MAASAI tribesman Erick Ole Kasana flew all the way from Kenya to officially open Sherston School on Tuesday.

Resplendent in full traditional costume, Mr Kasana unveiled a plaque in honour of the new school, as part of a day of celebrations.

The school moved to their new £1.2 million, six-classroom site, on Knockdown Road, in February last year.
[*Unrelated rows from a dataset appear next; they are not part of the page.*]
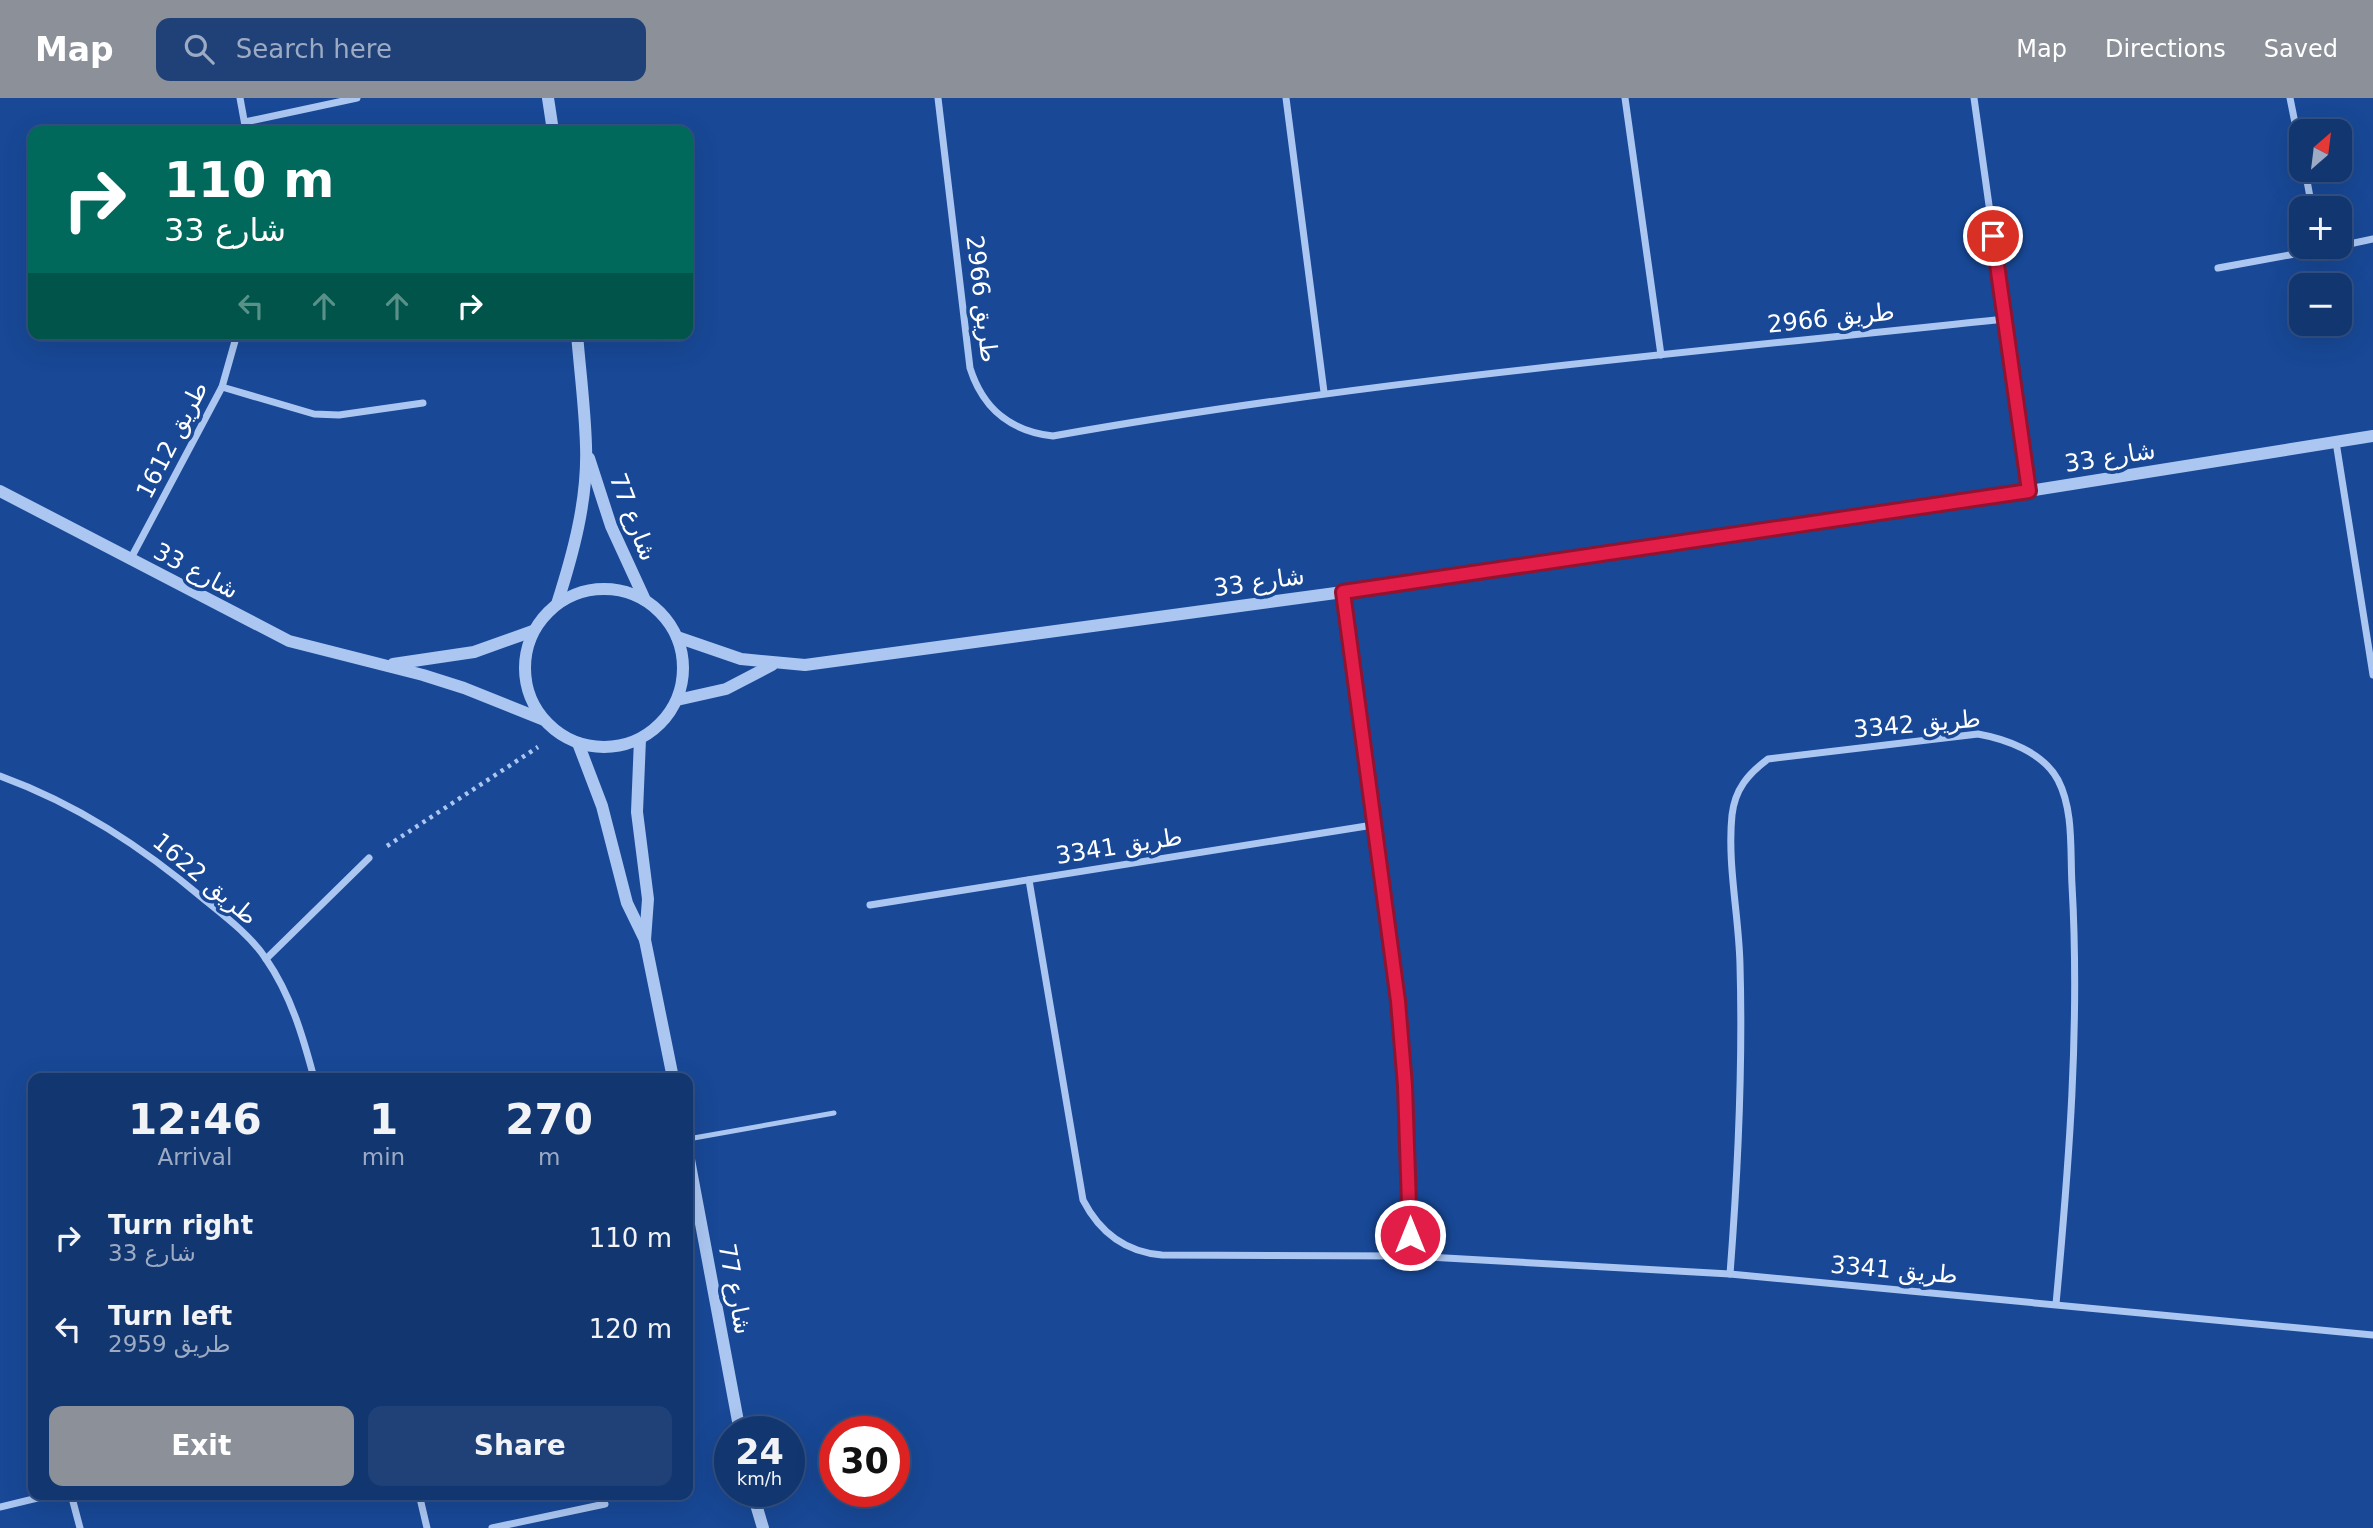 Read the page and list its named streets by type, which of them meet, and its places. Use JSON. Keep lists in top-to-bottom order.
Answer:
{
  "streets": {
    "street": [
      "طريق 2966",
      "طريق 1612",
      "شارع 33",
      "شارع 77",
      "طريق 3342",
      "طريق 3341",
      "طريق 1622"
    ]
  },
  "crossings": [
    ["طريق 1612", "شارع 33"],
    ["شارع 33", "شارع 77"],
    ["طريق 3342", "طريق 3341"]
  ],
  "north": "top right",
  "page": {
    "header": "Map",
    "search": "Search here",
    "nav": ["Map", "Directions", "Saved"],
    "map_buttons": ["+", "−"],
    "turn": ["110 m", "شارع 33"],
    "eta": [
      "12:46",
      "Arrival",
      "1",
      "min",
      "270",
      "m"
    ],
    "list": [
      {
        "name": "Turn right",
        "note": "شارع 33",
        "value": "110 m"
      },
      {
        "name": "Turn left",
        "note": "طريق 2959",
        "value": "120 m"
      }
    ],
    "buttons": ["Exit", "Share"],
    "speed": "24 km/h",
    "limit": "30"
  }
}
Previously, they had been situated on the High Street.

Since then, they have been putting the finishing touches on the building, as well as their extensive sports grounds, and now feel it is in perfect condition.
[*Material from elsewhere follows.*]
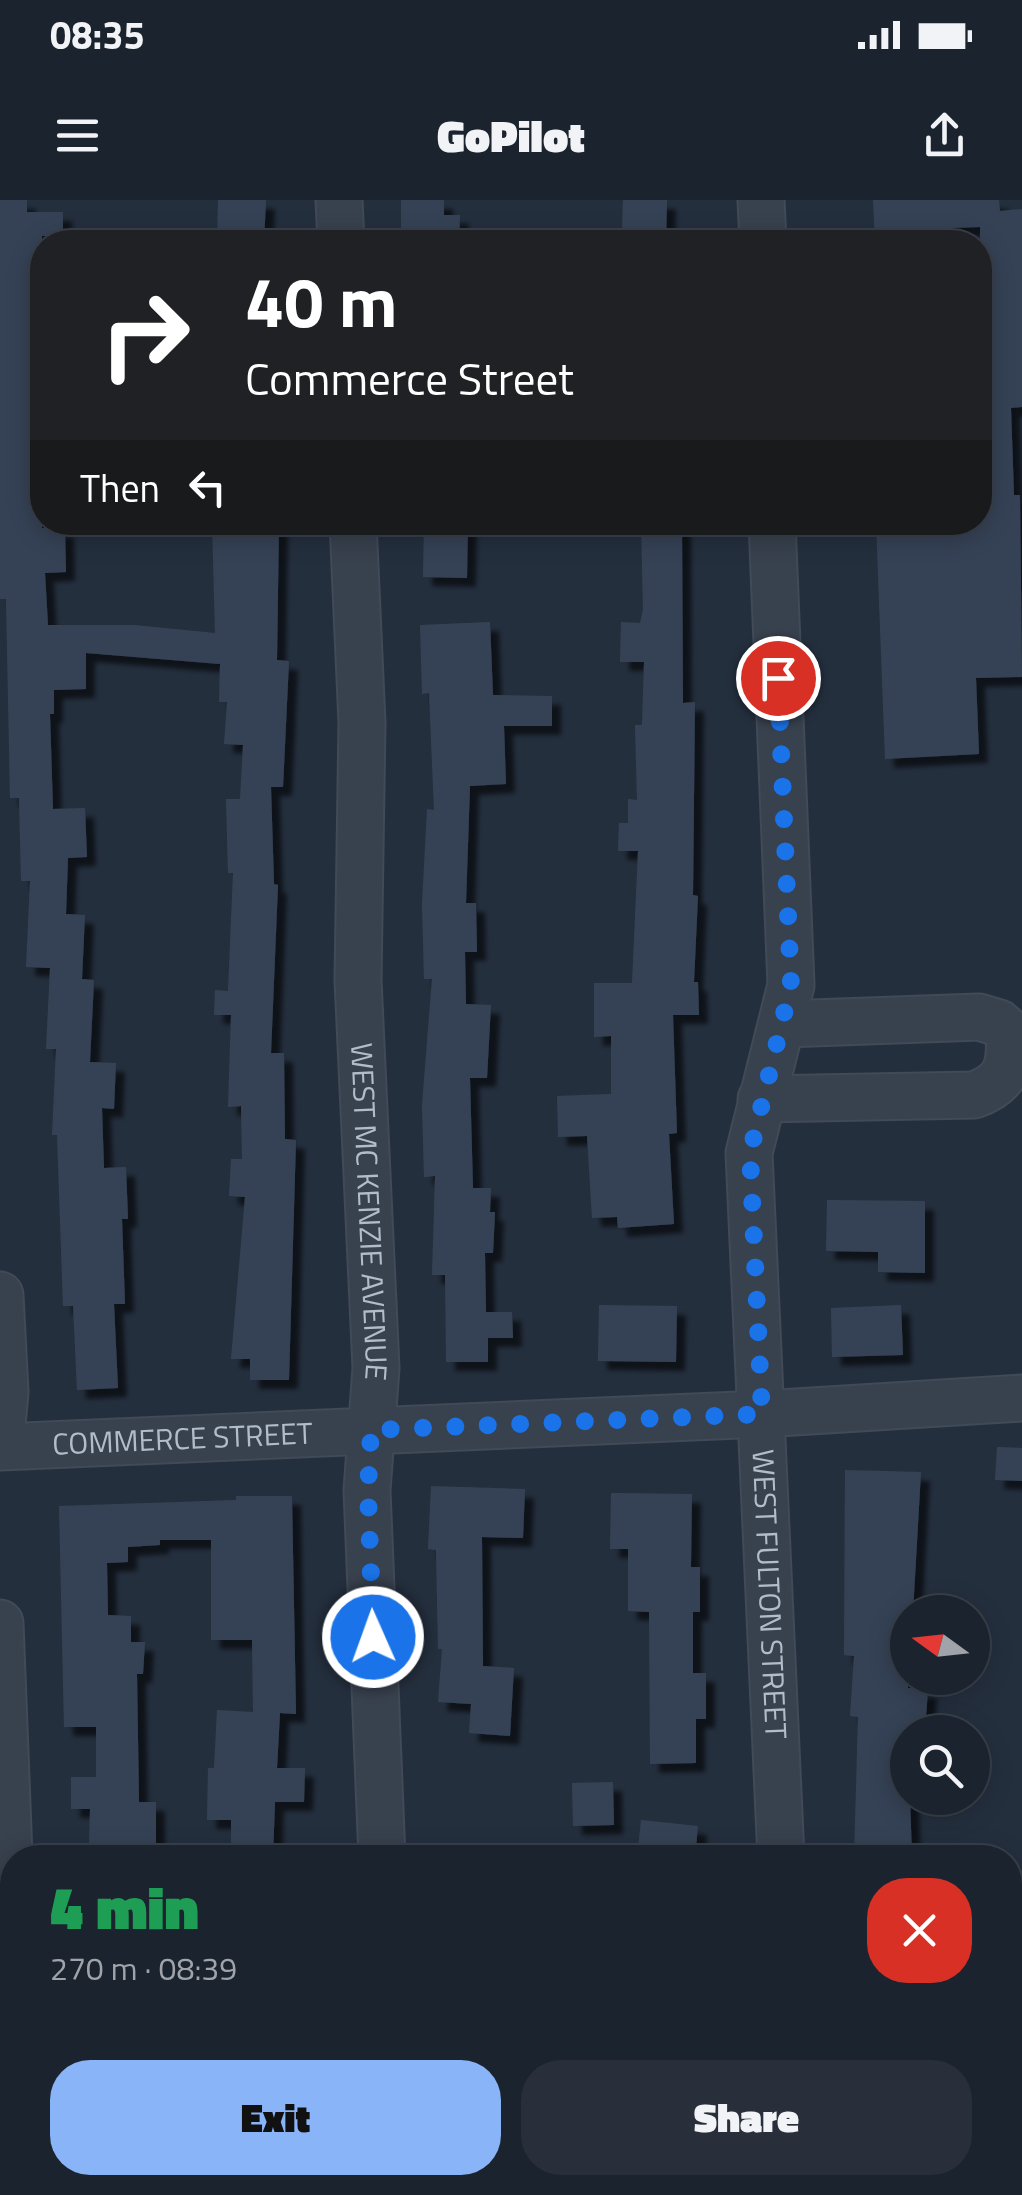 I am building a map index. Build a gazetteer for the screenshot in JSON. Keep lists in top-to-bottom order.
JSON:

School governor Richard Langley said: "February last year was the first opportunity we had to get the children in and it's only just become home.

"We've got everything in place now and it feels like home to the school and the staff.

"It's great, and the whole day went very well."

As well as performing the opening ceremony, Mr Kasana joined children in a drum workshop during the morning, ahead of a recital to parents in the afternoon.

Mr Kasana is a community development officer for his local Koija and Loisaba communities in Kenya, where he has been involved with building a new school.

Sherston has close links with the school in Loisaba and Mr Kasana visited the former school a few years ago.

The celebrations were topped off with a family barbecue.

Children from the school put on a folk dancing display and the Dodington Parish Brass Band also performed.

Funds raised from the evening will be sent back to the communities Mr Kasana works in.

Mr Langley said Mr Kasana had thoroughly enjoyed his time at Sherston and all the children had loved the opportunity to speak and play drums with him.

"He had never opened a school before.

"So it was a milestone for him," said Mr Langley.

The official opening comes shortly after Sherston celebrated its first birthday, at the beginning of March, with the help of the Bishop of Swindon.

The Rt Rev Dr Lee Rayfield cut a birthday cake, presented sports prizes and planted trees.

It was originally hoped the school would be opened earlier.

However, a last minute planning hitch, which Wiltshire County Council blamed on unresolved road safety issues and tree planting, meant the date had to be put back.